Die leichten Schritte des Wahnsinns
Lena lachte spöttisch. »Olga, ich habe eine Bitte. Wenn irgend jemand, unter welchem Vorwand
auch immer, von dir wissen will, wo ich bin, dann …«
»He, Poljanskaja«, unterbrach Olga sie entrüstet, »wofür hältst du mich?«
»Entschuldige, sei nicht böse. Ich bin so müde.«
»Im Ernst, ich rate dir, Wolkow alles zu erzählen. Zumindest kannst du an seiner Reaktion sehen, was los ist. Obwohl meiner
Meinung nach auch so alles klar ist. Ich sehe ihn wieder vor mir, den Armen, wie ihm damals vor Aufregung das Blut aus der
Nase getropft ist, so hat er deinetwegen gelitten und sich gegrämt.«
»Ja, er hatte einen hellen Pullover an«, sagte Lena langsam, »mit dunklen Blutflecken …«
Bevor sie ins Bett ging, stellte Lena den Wecker auf neun Uhr früh. Sie wollte den Nachbarn von gegenüber noch anrufen, bevor
er um halb zehn zur Arbeit ging.
***
Um Zutritt zur kardiologischen Abteilung zu bekommen, mußte Mischa Sitschkin erst lange mit der diensthabenden Ärztin und
dem Chefarzt verhandeln.
»Galina Sergejewna darf nicht beunruhigt werden.« Die Ärztin sträubte sich hartnäckig. »Ihr Zustand ist ernst, sie hat einen
Infarkt erlitten.«
Die mondäne Privatklinik hatte ihre eigenen Gesetze, besonders für die zahlenden Patienten. Trotz aller Bemühungen wollte
man Mischa nicht erlauben, die Mutter des ermordetenJuri Asarow zu befragen. Da die Zeit drängte, griff er zu härteren Maßnahmen. Er schob die Ärztin höflich beiseite und marschierte
kurzentschlossen auf das Zimmer zu, in dem Galina Sergejewna lag.

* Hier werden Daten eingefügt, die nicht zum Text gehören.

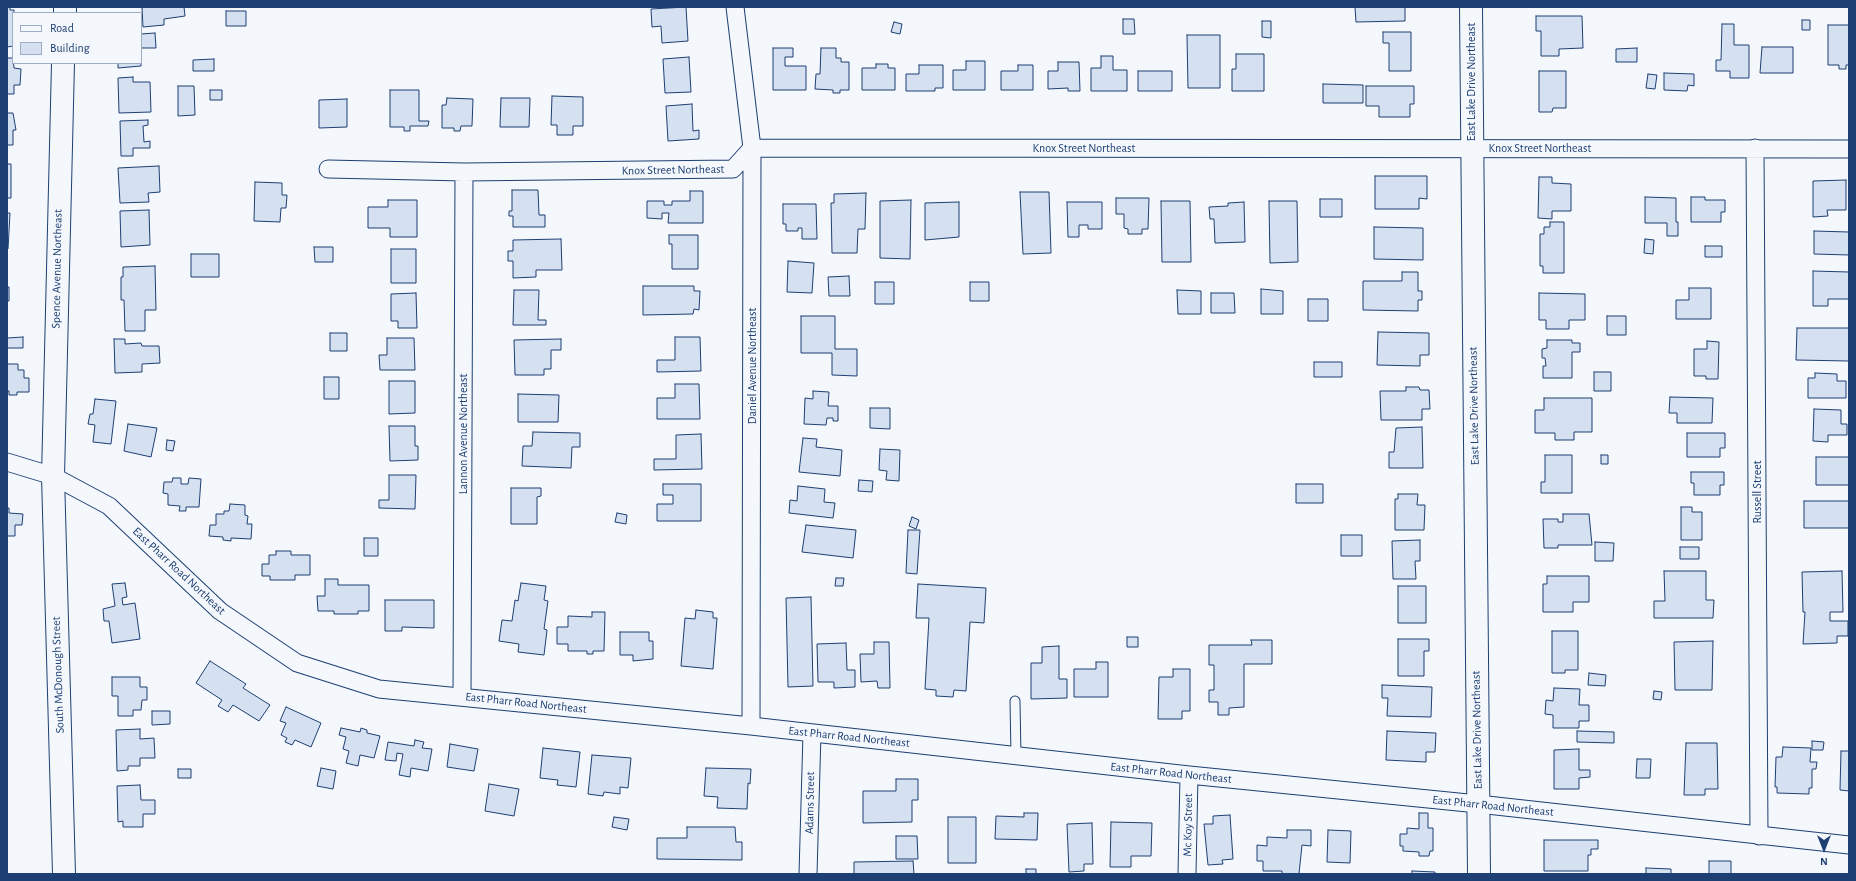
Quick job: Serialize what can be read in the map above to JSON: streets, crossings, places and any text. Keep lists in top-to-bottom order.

»Dafür werden Sie sich verantworten müssen!« schallte es ihm nach. »Ich werde mich bei Ihrem Vorgesetzten beschweren!«
Aber Mischa hatte das Krankenzimmer bereits betreten.
»Ich habe schon die ganze Zeit darauf gewartet, daß jemand von der Miliz kommt«, sagte die mollige blasse Frau und stützte
sich auf.
»Ziehen Sie wenigstens einen Kittel über«, verlangte die Ärztin, die hinter Mischa ins Zimmer gestürzt kam.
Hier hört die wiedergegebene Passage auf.